I temporarily reopened Middle Earth Journal when Newshoggers shut it's doors but I was invited to Participate at The Moderate Voice so Middle Earth Journal is once again in hiatus.

Thursday, May 25, 2006

The Three D's and the Bush legacy

Every few years historians and scholars are asked to rank the Presidents of the United States. Robert P. Watson of Florida Atlantic University has been asked to contribute to the latest and the first that will include George W. Bush. He explains his thoughts in Under the Cold Eye of History.
There is much agreement by scholars as to the greatest presidents; they are Abraham Lincoln, Franklin Roosevelt, George Washington and Theodore Roosevelt, with Harry Truman, Thomas Jefferson and Andrew Jackson not far behind. These great leaders provide a standard by which all presidents are measured -- and clues as to how Bush measures up.
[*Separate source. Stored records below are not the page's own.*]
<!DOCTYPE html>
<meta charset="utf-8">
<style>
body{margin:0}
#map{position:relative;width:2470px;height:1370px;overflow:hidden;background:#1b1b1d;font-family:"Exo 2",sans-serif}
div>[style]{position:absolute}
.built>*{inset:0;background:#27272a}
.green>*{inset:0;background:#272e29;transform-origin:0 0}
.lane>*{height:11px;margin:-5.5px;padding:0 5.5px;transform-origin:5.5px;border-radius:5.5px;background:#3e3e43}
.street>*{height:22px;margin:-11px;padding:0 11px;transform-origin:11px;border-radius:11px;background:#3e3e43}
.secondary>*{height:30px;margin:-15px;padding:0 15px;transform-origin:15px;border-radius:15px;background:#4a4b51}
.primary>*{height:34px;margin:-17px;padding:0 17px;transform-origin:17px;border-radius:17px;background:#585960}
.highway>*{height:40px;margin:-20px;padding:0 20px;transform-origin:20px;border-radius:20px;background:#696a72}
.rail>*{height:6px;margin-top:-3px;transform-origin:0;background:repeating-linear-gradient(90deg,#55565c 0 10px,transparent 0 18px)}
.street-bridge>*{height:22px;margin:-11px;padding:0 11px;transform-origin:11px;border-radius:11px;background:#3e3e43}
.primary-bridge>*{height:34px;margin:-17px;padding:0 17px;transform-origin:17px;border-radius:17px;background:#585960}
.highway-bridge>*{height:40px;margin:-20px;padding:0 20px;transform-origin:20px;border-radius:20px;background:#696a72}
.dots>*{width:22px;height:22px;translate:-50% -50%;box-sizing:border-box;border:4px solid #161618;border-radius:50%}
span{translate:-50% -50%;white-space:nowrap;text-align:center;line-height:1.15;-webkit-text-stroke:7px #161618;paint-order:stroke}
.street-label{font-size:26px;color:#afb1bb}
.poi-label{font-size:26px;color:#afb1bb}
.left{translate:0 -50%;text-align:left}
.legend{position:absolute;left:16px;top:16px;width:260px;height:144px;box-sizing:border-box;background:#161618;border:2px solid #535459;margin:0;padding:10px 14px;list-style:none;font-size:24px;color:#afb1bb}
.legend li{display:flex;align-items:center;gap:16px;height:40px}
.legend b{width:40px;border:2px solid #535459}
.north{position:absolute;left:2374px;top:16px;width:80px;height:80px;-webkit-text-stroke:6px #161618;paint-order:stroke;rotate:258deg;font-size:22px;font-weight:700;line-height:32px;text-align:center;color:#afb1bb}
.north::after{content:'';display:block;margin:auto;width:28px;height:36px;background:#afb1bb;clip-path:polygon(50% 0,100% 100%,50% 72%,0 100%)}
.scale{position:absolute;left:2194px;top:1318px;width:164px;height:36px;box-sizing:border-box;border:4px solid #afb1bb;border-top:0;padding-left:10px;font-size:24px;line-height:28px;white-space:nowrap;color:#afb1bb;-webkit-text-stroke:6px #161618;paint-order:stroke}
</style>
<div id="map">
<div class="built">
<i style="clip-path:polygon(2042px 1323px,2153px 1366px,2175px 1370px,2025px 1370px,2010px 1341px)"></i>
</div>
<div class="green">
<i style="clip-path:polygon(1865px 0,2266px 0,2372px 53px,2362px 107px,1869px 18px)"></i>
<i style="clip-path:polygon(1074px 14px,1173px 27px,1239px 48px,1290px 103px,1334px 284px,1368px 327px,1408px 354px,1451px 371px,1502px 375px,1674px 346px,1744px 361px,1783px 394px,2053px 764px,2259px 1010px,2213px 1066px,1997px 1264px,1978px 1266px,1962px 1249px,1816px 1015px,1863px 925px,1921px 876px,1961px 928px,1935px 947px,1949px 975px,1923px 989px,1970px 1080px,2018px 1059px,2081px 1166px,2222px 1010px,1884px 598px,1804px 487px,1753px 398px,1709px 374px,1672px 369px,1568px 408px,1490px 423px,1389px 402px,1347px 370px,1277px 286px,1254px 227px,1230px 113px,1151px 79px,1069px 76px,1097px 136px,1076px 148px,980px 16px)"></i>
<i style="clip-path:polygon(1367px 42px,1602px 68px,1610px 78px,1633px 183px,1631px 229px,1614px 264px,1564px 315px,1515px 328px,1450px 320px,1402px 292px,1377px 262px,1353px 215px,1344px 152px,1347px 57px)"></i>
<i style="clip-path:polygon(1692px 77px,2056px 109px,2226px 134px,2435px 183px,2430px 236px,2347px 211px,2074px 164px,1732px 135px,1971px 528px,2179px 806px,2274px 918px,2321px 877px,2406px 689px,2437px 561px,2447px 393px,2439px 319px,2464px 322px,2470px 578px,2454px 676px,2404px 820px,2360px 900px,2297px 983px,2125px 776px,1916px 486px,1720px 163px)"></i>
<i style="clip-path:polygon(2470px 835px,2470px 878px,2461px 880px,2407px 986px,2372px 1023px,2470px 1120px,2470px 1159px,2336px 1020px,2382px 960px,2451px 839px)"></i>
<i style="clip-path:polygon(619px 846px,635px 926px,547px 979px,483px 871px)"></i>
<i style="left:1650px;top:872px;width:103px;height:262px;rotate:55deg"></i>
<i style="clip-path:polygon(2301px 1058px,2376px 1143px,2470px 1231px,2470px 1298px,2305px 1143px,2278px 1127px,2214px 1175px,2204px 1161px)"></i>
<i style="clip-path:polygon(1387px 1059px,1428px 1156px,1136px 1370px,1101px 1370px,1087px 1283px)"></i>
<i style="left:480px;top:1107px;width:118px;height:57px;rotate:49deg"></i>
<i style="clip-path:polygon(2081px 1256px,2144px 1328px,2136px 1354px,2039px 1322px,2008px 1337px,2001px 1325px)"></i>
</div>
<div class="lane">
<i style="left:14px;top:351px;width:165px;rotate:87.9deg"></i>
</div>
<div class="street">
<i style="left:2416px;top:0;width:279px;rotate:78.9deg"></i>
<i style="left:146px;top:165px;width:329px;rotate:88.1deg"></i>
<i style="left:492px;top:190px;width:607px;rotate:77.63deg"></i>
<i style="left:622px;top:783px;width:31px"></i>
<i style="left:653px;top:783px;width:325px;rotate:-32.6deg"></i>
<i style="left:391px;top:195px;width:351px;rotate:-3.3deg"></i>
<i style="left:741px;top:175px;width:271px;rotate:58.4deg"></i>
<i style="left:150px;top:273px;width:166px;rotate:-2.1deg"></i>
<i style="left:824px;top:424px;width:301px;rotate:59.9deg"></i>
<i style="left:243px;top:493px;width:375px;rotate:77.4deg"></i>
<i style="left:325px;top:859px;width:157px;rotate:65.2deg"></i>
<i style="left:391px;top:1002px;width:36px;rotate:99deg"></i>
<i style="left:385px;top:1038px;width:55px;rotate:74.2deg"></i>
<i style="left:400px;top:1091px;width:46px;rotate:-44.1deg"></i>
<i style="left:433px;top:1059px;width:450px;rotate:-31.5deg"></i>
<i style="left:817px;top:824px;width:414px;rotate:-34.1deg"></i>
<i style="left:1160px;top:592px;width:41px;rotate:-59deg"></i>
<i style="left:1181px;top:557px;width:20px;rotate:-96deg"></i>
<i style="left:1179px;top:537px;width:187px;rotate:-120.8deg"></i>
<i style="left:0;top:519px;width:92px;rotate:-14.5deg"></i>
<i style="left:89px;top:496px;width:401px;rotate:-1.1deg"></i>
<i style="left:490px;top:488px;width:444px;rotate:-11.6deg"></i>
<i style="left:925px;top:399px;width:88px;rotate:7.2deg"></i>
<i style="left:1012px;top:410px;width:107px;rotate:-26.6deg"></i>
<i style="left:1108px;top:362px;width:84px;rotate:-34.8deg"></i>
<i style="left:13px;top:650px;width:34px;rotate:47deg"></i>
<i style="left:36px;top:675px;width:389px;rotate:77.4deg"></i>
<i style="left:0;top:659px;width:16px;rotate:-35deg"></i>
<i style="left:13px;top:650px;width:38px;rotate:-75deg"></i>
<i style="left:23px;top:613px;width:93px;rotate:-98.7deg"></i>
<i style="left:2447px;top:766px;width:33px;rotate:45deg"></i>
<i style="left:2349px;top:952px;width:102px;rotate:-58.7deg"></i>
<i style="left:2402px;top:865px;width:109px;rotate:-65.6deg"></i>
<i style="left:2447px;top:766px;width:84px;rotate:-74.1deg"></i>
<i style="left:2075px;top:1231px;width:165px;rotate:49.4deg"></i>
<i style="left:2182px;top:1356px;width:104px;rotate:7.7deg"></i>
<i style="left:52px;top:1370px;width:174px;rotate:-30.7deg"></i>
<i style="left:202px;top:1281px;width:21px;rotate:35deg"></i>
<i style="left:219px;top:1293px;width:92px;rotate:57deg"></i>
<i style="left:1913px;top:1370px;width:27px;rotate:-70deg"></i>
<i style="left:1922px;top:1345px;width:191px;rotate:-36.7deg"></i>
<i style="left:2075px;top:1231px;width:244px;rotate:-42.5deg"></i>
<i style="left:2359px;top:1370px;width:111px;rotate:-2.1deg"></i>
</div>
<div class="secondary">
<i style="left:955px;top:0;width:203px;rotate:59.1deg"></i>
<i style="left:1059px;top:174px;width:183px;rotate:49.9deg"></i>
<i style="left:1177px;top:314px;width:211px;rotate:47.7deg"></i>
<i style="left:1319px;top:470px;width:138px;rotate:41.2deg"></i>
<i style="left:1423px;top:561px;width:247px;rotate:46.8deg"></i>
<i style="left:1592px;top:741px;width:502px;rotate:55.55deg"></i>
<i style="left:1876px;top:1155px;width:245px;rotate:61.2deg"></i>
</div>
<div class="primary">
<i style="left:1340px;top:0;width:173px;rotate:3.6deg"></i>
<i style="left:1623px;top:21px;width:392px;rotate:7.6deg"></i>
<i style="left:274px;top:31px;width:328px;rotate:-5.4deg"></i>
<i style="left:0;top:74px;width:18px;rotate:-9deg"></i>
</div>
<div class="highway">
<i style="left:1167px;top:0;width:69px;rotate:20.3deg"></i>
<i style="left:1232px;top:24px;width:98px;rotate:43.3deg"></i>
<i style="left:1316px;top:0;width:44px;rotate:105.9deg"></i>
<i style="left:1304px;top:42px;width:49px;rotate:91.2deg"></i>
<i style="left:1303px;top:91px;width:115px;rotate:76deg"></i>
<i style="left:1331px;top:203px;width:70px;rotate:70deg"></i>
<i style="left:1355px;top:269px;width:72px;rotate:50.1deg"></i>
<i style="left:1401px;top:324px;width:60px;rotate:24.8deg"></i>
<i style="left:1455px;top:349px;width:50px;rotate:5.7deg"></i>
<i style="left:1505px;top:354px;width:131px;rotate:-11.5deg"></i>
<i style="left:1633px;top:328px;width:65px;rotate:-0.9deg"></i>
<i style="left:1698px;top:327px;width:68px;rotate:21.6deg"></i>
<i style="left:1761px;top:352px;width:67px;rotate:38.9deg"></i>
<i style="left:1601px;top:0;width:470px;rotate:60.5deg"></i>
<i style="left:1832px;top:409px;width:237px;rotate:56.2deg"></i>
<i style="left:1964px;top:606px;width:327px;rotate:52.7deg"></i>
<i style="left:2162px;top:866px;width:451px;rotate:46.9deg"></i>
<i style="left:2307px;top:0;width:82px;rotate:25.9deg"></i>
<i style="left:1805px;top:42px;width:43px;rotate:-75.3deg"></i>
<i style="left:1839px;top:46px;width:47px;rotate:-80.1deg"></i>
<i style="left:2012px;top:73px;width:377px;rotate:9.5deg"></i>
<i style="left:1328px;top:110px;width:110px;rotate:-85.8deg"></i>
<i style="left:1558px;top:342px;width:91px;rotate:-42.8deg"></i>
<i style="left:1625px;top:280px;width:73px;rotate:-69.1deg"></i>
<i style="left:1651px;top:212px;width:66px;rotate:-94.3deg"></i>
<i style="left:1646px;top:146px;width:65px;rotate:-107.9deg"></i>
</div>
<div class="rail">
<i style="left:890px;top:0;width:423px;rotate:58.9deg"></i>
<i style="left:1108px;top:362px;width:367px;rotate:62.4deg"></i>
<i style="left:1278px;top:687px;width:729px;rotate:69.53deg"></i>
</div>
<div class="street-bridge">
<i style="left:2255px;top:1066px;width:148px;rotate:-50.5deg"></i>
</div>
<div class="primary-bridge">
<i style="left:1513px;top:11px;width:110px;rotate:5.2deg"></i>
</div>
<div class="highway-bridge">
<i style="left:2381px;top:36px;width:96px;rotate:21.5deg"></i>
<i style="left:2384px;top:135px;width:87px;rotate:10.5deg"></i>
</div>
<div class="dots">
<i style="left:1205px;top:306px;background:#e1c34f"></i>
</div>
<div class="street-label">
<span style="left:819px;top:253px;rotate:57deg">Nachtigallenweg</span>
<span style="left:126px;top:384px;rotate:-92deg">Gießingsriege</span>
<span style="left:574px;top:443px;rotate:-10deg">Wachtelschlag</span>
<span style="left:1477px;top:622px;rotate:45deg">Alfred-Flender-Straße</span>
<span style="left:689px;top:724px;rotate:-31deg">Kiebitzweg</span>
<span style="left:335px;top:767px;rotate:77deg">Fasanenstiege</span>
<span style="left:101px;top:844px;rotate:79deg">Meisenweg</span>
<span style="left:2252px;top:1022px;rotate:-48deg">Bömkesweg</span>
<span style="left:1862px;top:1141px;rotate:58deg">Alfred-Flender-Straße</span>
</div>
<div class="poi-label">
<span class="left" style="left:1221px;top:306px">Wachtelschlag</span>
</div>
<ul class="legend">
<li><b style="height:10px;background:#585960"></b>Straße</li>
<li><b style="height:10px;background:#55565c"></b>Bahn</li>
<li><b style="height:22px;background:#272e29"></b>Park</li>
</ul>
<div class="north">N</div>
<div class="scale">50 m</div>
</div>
From the great presidents we know that the country is well-served by leaders who exhibit the following traits:

  • Humanity, compassion, and respect for others

  • A governing style that unifies, not divides

  • Rhetorical skills and the ability to communicate a clear, realistic vision

  • Willingness to listen to experts and the public

  • Ability to admit error, accept criticism and be adaptable

  • Engaged and inquisitive, with a sense of perspective and history

  • Integrity, inspiring trust among the people

  • Moral courage in not shrinking from challenges

Unfortunately, Bush's presidency has been the polar opposite of this list. This brings up the matter of who are our worst presidents. Again, scholars are in agreement, listing Warren Harding, Andrew Johnson, Franklin Pierce and James Buchanan.

Like them, Bush has been tone deaf, disinterested in advice and evidence that contradict his beliefs, intellectually disengaged from the crises that have enveloped his administration, and arrogant in exercising power. Bush's failure is most apparent in the major crises of his presidency, namely mishandling the war in Iraq and Hurricane Katrina, recklessly amassing the world's largest deficits and debt, and failing to lead on pressing challenges such as the skyrocketing costs of health care, fuel and a college education.

In each case, he steadfastly refused to adjust, adapt or alter his flawed strategy. These missteps bode poorly for Bush because a president's ultimate legacy is how he responds to crisis, particularly war.
So where will George W. Bush rank among presidents? What will be his legacy?
Bush will likely be remembered much as is Warren Harding, who was disinterested in policy details, brought a group of corrupt cronies to the White House and stumbled through one mishap after the other. He is remembered as something of a jovial but incompetent puppet for corporate interests, and for setting the nation on a course to the Great Depression.

But it is James Buchanan, president from 1857-1861, who often earns the dubious title of "worst president" because he lost the Union to civil war on his watch, and failed to change course until it was too late.

When history renders its cold assessment of George W. Bush, I believe he will find himself alongside Harding and Buchanan as one of the worst presidents in American history. Bush's legacy will likely be that of death, deficits and deceit, and it could well take this nation a decade or more to recover from his presidency.
That's right, the Bush legacy will be the three D's; Death - Deficits - Deceit.